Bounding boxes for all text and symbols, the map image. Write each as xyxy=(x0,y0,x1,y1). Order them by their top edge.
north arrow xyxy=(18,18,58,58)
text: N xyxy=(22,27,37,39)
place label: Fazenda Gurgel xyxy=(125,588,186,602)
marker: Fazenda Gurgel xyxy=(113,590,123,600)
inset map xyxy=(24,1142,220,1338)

===

• [TASK]: Return every line of the material word for word.

• [RESULT]:
Bounding boxes for all text and symbols, the map image. Write each as xyxy=(x0,y0,x1,y1). Order them by their top edge.
north arrow xyxy=(18,18,58,58)
text: N xyxy=(22,27,37,39)
place label: Fazenda Gurgel xyxy=(125,588,186,602)
marker: Fazenda Gurgel xyxy=(113,590,123,600)
inset map xyxy=(24,1142,220,1338)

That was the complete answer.